McDougall comes to these conclusions because he believes that at best such causal claims are highly questionable, and more importantly that forcing others to adopt elements of the US system will never be effective. While I would argue that numerous sciences strongly suggest that poverty and oppression are key factors at the root of many global issues, I do agree that forcing or coercing change, even if well-intentioned, almost never works. What I believe to be key are approaches that value true stakeholder participation and empowerment in everything from identifying their own problems, questions, and priorities to being able to sustainably improve things themselves; approaches that are transdisciplinary and account for complex systems…but that is for another day.
Those in the US tend to think of foreign policy camps and traditions in false dichotomies – Idealists vs Realists, Hawks vs Doves, Isolationists vs Internationalists.

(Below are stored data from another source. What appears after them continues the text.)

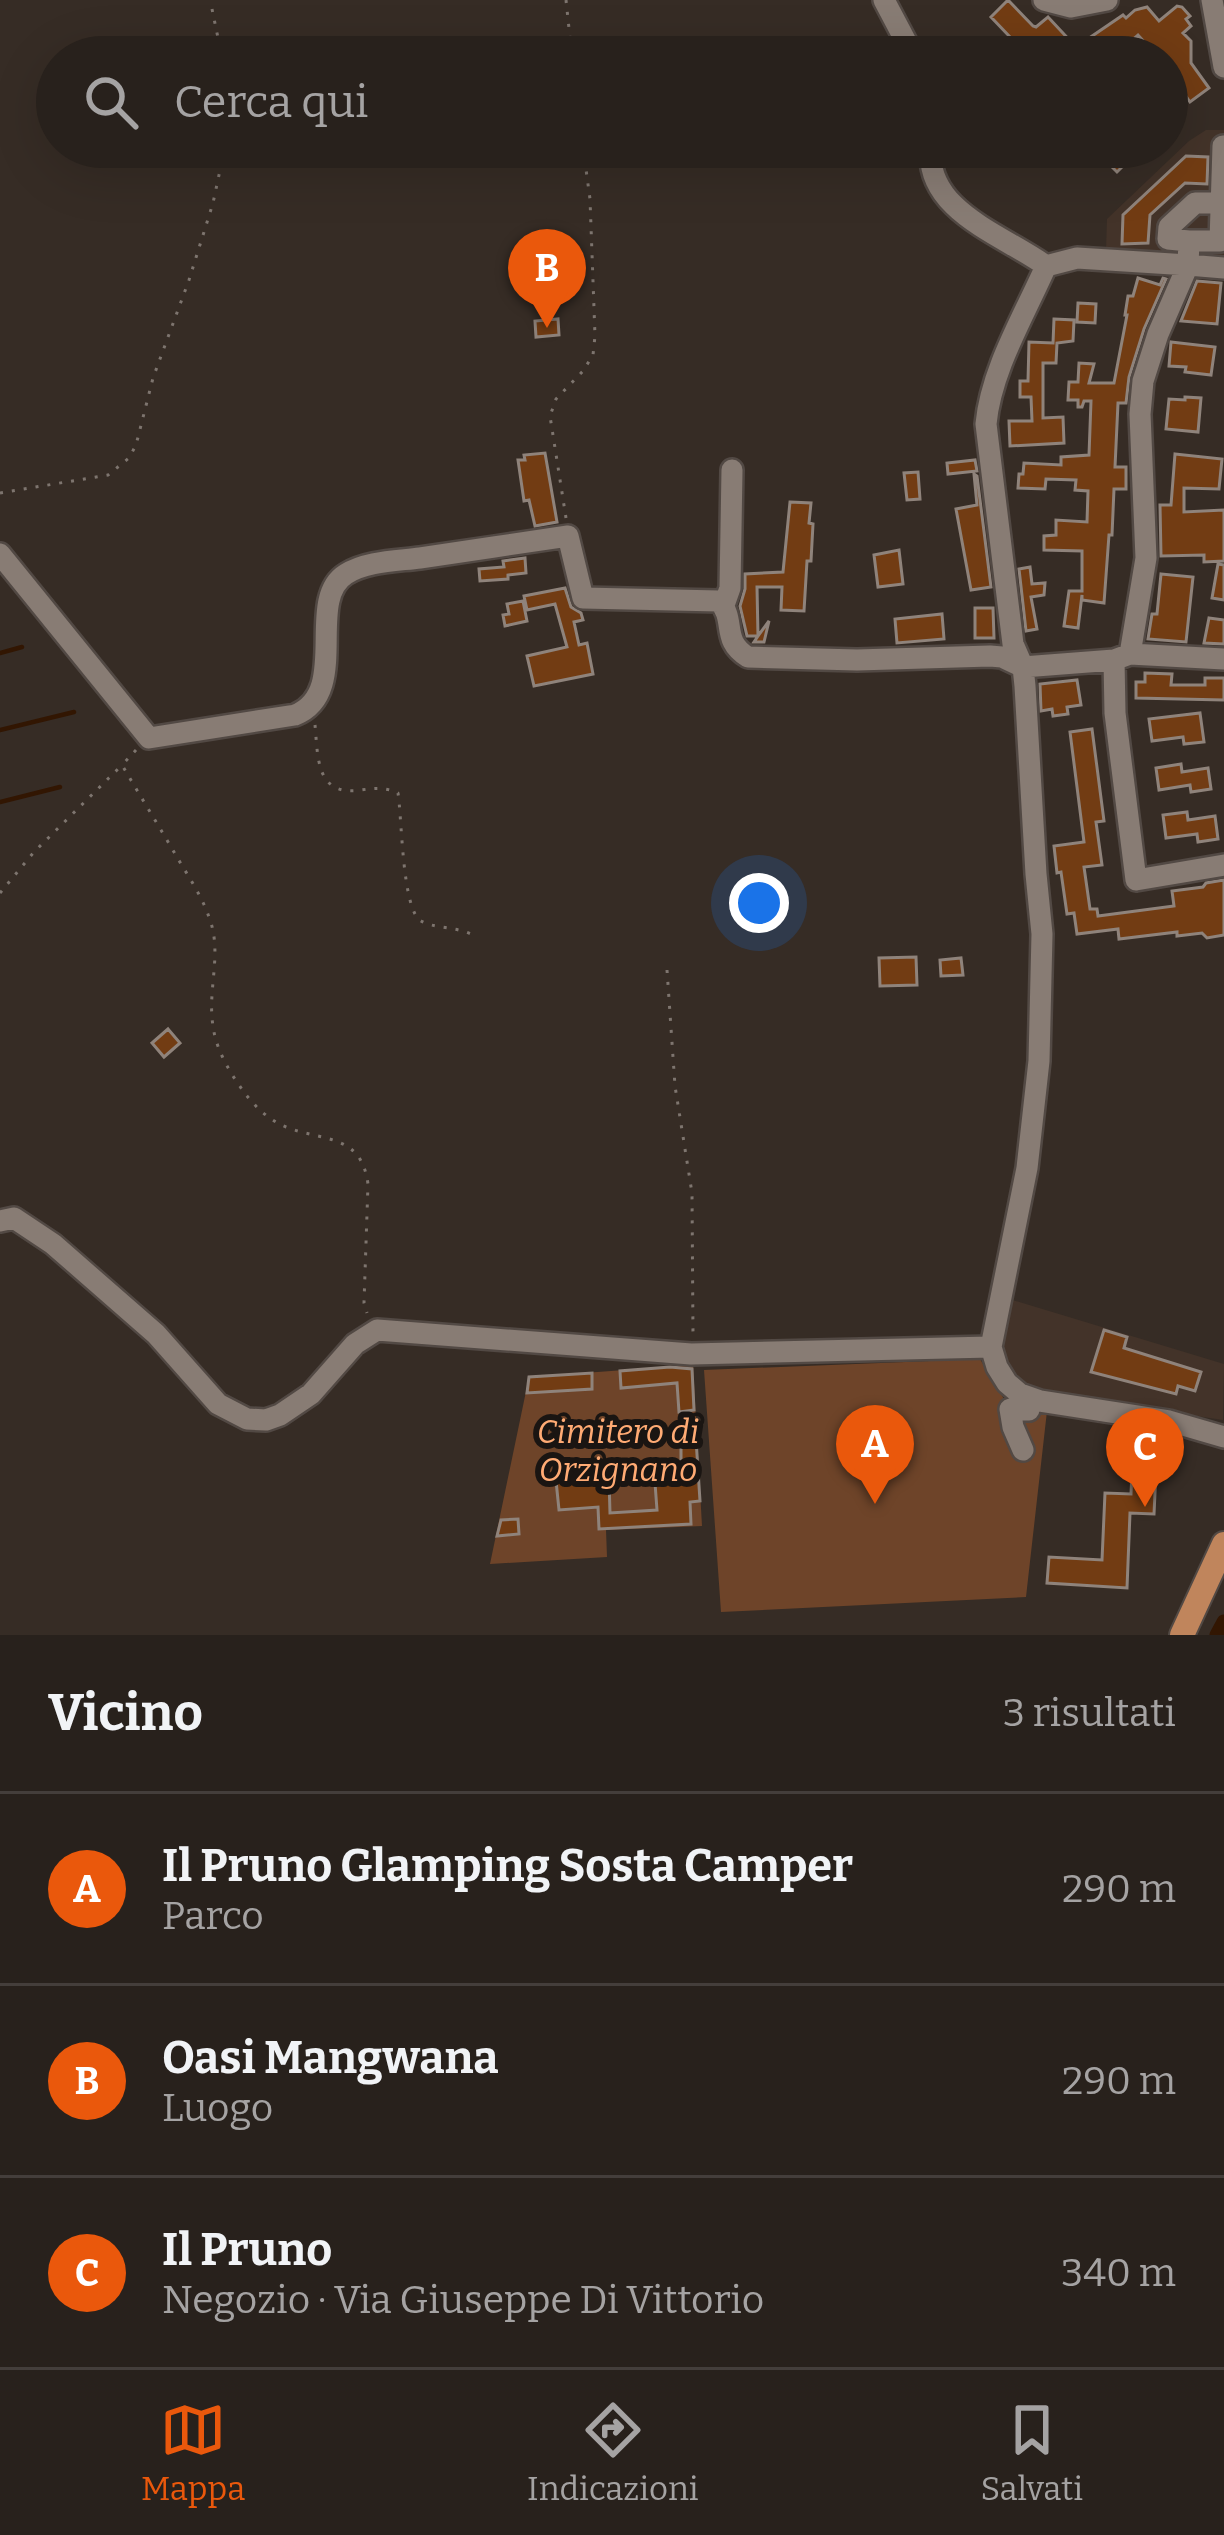 <!DOCTYPE html>
<html lang="it">
<head>
<meta charset="utf-8">
<style>
	body { margin:0; font-family:Bitter,serif; background:#342e29; color:#f1f3f6 }
	.you { position:absolute; left:759px; top:903px; width:42px; height:42px; margin:-30px; border:9px solid #fff; border-radius:50%; background:#1a73e8; box-shadow:0 0 0 18px #1a73e833 }
	.badge { display:grid; place-items:center; width:78px; height:78px; border-radius:50%; background:#ea580c; color:#fff; font-size:39px; font-weight:700 }
	.pin { position:absolute; translate:-50% -99px; filter:drop-shadow(0 3px 6px #0008) }
	.pin::after { content:''; position:absolute; top:63px; width:42px; height:36px; background:inherit; clip-path:polygon(0 0,100% 0,50% 100%) }
	.list { margin:0; padding:0; list-style:none }
	h2 { display:flex; justify-content:space-between; align-items:center; height:156px; margin:0; padding:0 48px; font-size:51px }
	h2 small { font-size:39px; font-weight:400; color:#a5a3a3 }
	.list li { display:grid; grid-template-columns:78px 1fr auto; gap:36px; align-items:center; box-sizing:border-box; height:192px; padding:0 48px; border-top:3px solid #443e3b }
	.list b { display:block; font-size:45px; white-space:nowrap }
	.list p { margin:0; font-size:39px; white-space:nowrap; color:#a5a3a3 }
	.list em { font-size:39px; font-style:normal; color:#a5a3a3 }
	.icon { flex:none; width:66px; height:66px; fill:none; stroke:currentColor; stroke-width:2; stroke-linecap:round; stroke-linejoin:round }
	.map { position:relative; flex:none; width:1224px; height:1635px; overflow:hidden }
	.search { position:absolute; background:#28211c; box-shadow:0 12px 48px #0002; left:36px; right:36px; top:36px; height:132px; display:flex; align-items:center; gap:30px; box-sizing:border-box; padding:0 42px; border-radius:66px; color:#a5a3a3; font-size:45px }
	.sheet { height:732px; background:#28211c }
	nav { display:flex; justify-content:space-around; align-items:center; box-sizing:border-box; height:168px; border-top:3px solid #443e3b; background:#28211c; font-size:33px; color:#a5a3a3 }
	nav a { display:grid; justify-items:center; gap:6px }
	nav .on { color:#ea580c }
	.map>svg:first-child { display:block }
	.built { fill:#433329 }
	.green { fill:#6e4429 }
	.lines { fill:none; stroke-linecap:round; stroke-linejoin:round }
	.stream { stroke:#321602; stroke-width:4.5 }
	.canal { stroke:#321602; stroke-width:15 }
	.building { fill:#723c13; stroke:#8f837b; stroke-width:3 }
	.minor-casing { stroke:#524944; stroke-width:26 }
	.major-casing { stroke:#524944; stroke-width:28 }
	.path { stroke:#7e756f; stroke-width:3; stroke-dasharray:3 9; stroke-linecap:butt }
	.minor { stroke:#887c74; stroke-width:21 }
	.major { stroke:#c0855c; stroke-width:24 }
	.labels { text-anchor:middle; stroke-width:12; stroke-linejoin:round; paint-order:stroke }
	.park-label { font-size:33px; font-style:italic; fill:#ffab74; stroke:#1a1512 }
</style>
</head>
<body>
<div class="map">
<svg width="1224" height="1635" viewBox="0 0 1224 1635">
	<rect width="100%" height="100%" fill="#362c25"/>
	<path class="built" d="M1206 130H1224V261L1106 251 1107 219 1189 141Z
		M1009 1299 1224 1364 1223 1420 1029 1391 1016 1382 1000 1350Z"/>
	<path class="green" d="M980 1359 1004 1399 1047 1411 1026 1597 721 1612 704 1370Z
		M693 1365 702 1526 606 1530 607 1557 490 1564 529 1377Z"/>
	<g class="lines">
		<path class="stream" d="M0 653 22 647
			M0 730 74 712
			M0 802 60 787"/>
		<path class="canal" d="M1217 1635 1224 1622"/>
	</g>
	<path class="building" d="M1008 0 1033 26 1036 27 1048 17 1076 47 1123 15 1126 18 1135 10 1147 7 1159 21 1177 6 1182 7 1190 16 1186 19 1191 26 1183 33 1191 41V63L1209 88 1190 102 1181 89 1167 102V57H1158L1138 35 1113 57H1041L1037 53 1029 57 991 17Z
		M1092 147H1125L1133 156 1117 172Z
		M1186 156 1208 157 1207 184 1185 183 1150 215 1148 243 1122 244 1123 215Z
		M1138 278 1160 285 1163 278 1166 279 1144 329 1129 377 1126 403H1118L1115 467H1126V489H1114L1112 535H1109L1104 603 1082 600V595L1078 628 1064 626 1069 591H1082V551L1044 550V536L1056 535V520L1087 522 1088 491 1075 490 1076 480 1046 479 1045 489 1018 488 1019 474H1023L1024 463 1061 465V457L1089 455 1091 401H1084L1082 407H1078V400H1068L1069 382H1078L1079 363 1094 364 1089 383H1114L1127 315H1125L1128 296H1133Z
		M1197 281 1221 283 1217 324 1181 321Z
		M1078 303 1096 304 1095 323 1077 322Z
		M558 319 559 335 536 337 535 321Z
		M1054 319 1074 320 1073 341 1057 343 1056 363H1043V418L1063 417 1064 443 1010 446 1009 421H1032L1031 397H1020V381H1028L1029 342 1053 343Z
		M1171 342 1215 347 1211 375 1185 372 1186 367 1169 366Z
		M1185 397 1201 398 1198 432 1166 429 1169 399 1185 400Z
		M545 453 557 522 535 526 529 500 524 501 518 460H525L524 455Z
		M1175 454 1222 459 1219 489 1184 488V512L1224 510V561L1204 562V555L1161 556 1160 505H1171Z
		M975 460 977 471 948 474 947 463Z
		M918 472 920 499 907 500 904 473Z
		M974 474 977 476 991 587 971 590 956 509 977 505Z
		M790 502 811 503 809 523 813 524 811 561H807L804 611 781 610 782 587H757L758 636 769 621 764 642H754L758 636H747L740 606 745 589V574L783 572Z
		M899 550 903 584 878 587 874 555Z
		M525 558 526 573 508 575V579L480 581 479 569 504 567 503 561Z
		M1218 564 1224 565V600L1212 598Z
		M1030 567 1032 584 1045 583 1044 595 1031 597 1037 629 1026 631 1019 569Z
		M1161 574 1193 577 1186 642 1148 639 1152 614H1157Z
		M565 588 571 607 581 613 583 620 574 622 579 645 587 643 593 674 534 686 527 656 567 647 555 604 527 610 524 596Z
		M523 601 527 621 505 626 503 615 509 614 507 604Z
		M975 608H993L994 638H975Z
		M942 614 944 639 897 643 895 619Z
		M1209 618 1224 620V644L1204 643Z
		M1145 673 1172 674 1171 685H1205V678H1224V700L1136 698V682H1145Z
		M1077 680 1081 705 1067 707 1068 714 1053 716 1052 709 1041 711 1040 684Z
		M1200 713 1204 742 1184 744 1183 737 1152 741 1149 719Z
		M1092 729 1104 821 1096 822 1102 865 1084 867 1090 909H1097L1098 916 1174 906 1172 891 1203 887 1206 883 1224 880V935L1207 938 1202 933 1177 936V932L1119 939 1118 929 1077 934 1074 913 1067 914 1061 872 1057 873 1054 846 1084 842 1070 732Z
		M1181 764 1182 772 1208 768 1211 789 1191 792 1190 785 1159 790 1156 768Z
		M1187 812 1188 820 1215 816 1218 839 1198 842 1197 834 1166 838 1163 815Z
		M916 957 917 985 880 986 879 958Z
		M961 958 963 975 941 976 940 960Z
		M168 1029 180 1043 164 1057 152 1043Z
		M1104 1330 1127 1337 1124 1348 1201 1372 1195 1391 1178 1386 1176 1394 1091 1372Z
		M670 1367 692 1369 694 1410 679 1412 677 1383 621 1388 620 1371Z
		M592 1373V1389L527 1393 529 1377Z
		M696 1439 700 1501 690 1502 691 1524 599 1529 598 1507 559 1510 555 1471 574 1470 575 1479 609 1478 610 1513 657 1510 655 1483 635 1484 633 1466 681 1464V1440Z
		M1132 1471 1156 1472 1154 1514 1130 1513 1127 1588 1047 1583 1049 1557 1102 1560 1105 1493 1131 1494Z
		M518 1519 519 1534 497 1536 501 1520Z"/>
	<g class="lines">
		<defs>
			<path id="minor" d="M884 0 914 57
				M1044 0 1071 7 1107 0
				M1212 0 1224 67
				M931 147C924 211 1004 235 1046 266 1024 316 991 370 986 424L1013 644 1023 667 1025 686 1036 874 1042 934 1039 1061 1027 1168 991 1347 997 1367 1007 1383 1020 1394 1040 1401 1169 1421 1224 1437
				M1189 241H1220L1223 146
				M1046 266 1077 258 1188 265 1189 241 1168 239 1169 227 1195 203H1224
				M0 554 149 738 295 715C352 692 304 600 346 574 366 561 397 561 420 558 469 551 519 543 568 536L583 598 719 601C737 620 720 640 748 657L857 660 990 656 1002 657 1023 667 1114 660 1130 654 1224 659
				M724 605 730 588 732 470
				M1130 654 1146 558 1140 414 1143 381 1158 334 1188 265 1224 268
				M1114 660 1115 713 1136 880 1224 865
				M0 1221 14 1218 53 1244 156 1334 218 1404 247 1419 266 1420 280 1415 311 1394 355 1344 377 1330 691 1354 991 1347
				M1023 1450 1013 1427 1010 1409 1029 1410"/>
			<path id="major" d="M1182 1635 1224 1544"/>
		</defs>
		<use href="#minor" class="minor-casing"/>
		<use href="#major" class="major-casing"/>
		<path class="path" d="M566 0 572 57
			M212 9 222 57
			M0 493 108 475 129 458 136 445 153 378 189 280 213 203 225 147
			M566 518 550 416 556 399 583 371 593 355 595 336 590 199 583 147
			M315 725C318 758 316 797 361 790 375 788 385 787 398 793 402 818 402 910 421 921 435 929 457 926 475 936
			M136 750 122 765C139 794 157 823 174 852 186 873 201 894 209 917 223 953 207 989 213 1026 216 1050 230 1073 244 1092 255 1107 269 1120 286 1127 324 1142 361 1133 368 1184L364 1303 367 1313
			M0 893 34 852 122 765
			M667 970 675 1086 692 1193 693 1335"/>
		<use href="#minor" class="minor"/>
		<use href="#major" class="major"/>
	</g>
	<g class="labels">
		<g class="park-label">
			<text x="618" y="1443">Cimitero di<tspan x="618" dy="38">Orzignano</tspan></text>
		</g>
	</g>
</svg>
<div class="you"></div>
<div class="pin badge" style="left:875px;top:1504px">A</div>
<div class="pin badge" style="left:547px;top:328px">B</div>
<div class="pin badge" style="left:1145px;top:1507px">C</div>
<div class="search"><svg class="icon" aria-label="search" viewBox="0 0 24 24"><circle cx="10" cy="10" r="6"/><path d="M15 15l6 6"/></svg>Cerca qui</div>
</div>
<section class="sheet">
<h2>Vicino<small>3 risultati</small></h2>
<ul class="list">
<li><span class="badge">A</span><div><b>Il Pruno Glamping Sosta Camper</b><p>Parco</p></div><em>290 m</em></li>
<li><span class="badge">B</span><div><b>Oasi Mangwana</b><p>Luogo</p></div><em>290 m</em></li>
<li><span class="badge">C</span><div><b>Il Pruno</b><p>Negozio · Via Giuseppe Di Vittorio</p></div><em>340 m</em></li>
</ul>
</section>
<nav>
<a class="on"><svg class="icon" aria-label="map" viewBox="0 0 24 24"><path d="M3 6l6-2 6 2 6-2v14l-6 2-6-2-6 2zM9 4v14M15 6v14"/></svg>Mappa</a>
<a><svg class="icon" aria-label="directions" viewBox="0 0 24 24"><path d="M12 3l9 9-9 9-9-9zM9 14v-3h6M13 9l2 2-2 2"/></svg>Indicazioni</a>
<a><svg class="icon" aria-label="saved" viewBox="0 0 24 24"><path d="M7 4h10v16l-5-4-5 4z"/></svg>Salvati</a>
</nav>
</body>
</html>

These oversimplifications permeate the academics, practitioners, pundits, and common man alike. However, they reflect a diverse set of US foreign policy traditions which McDougall compellingly distills into eight traditions.
This diversity is not inherently a weakness. Diversity of peoples and perspectives are what makes the US so great as a civilization and world power. This diversity emerges from the challenges of the day, only to help create new challenges from which more complexity emerges. What matters is how the US leverages its diversity to meet these challenges. That requires a tolerance for nuance and the discarding of false binaries. It requires truly grappling with its contradictions. That is why the question the US faces in its third century is, “can the United States be a Crusader State and still remain a Promised Land”?
For me, humans and reality are built upon contradictions; forces both physical and abstract working simultaneously with and against each other. This truth is apparent within and between every period and tradition of US foreign policy, and throughout human history. I believe my country’s issue is not so much the contradictions, whether real or apparent, but rather the human desire for simple frameworks. For me the question McDougall asks is a symptom of a larger one faced by humanity: can we foster societies which competently and comfortably discuss and embrace humanities contradictions while also striving to resolve and improve what we can? In short, can humanity pursue a more complete state of grace (whatever the practical limits), and if so, how?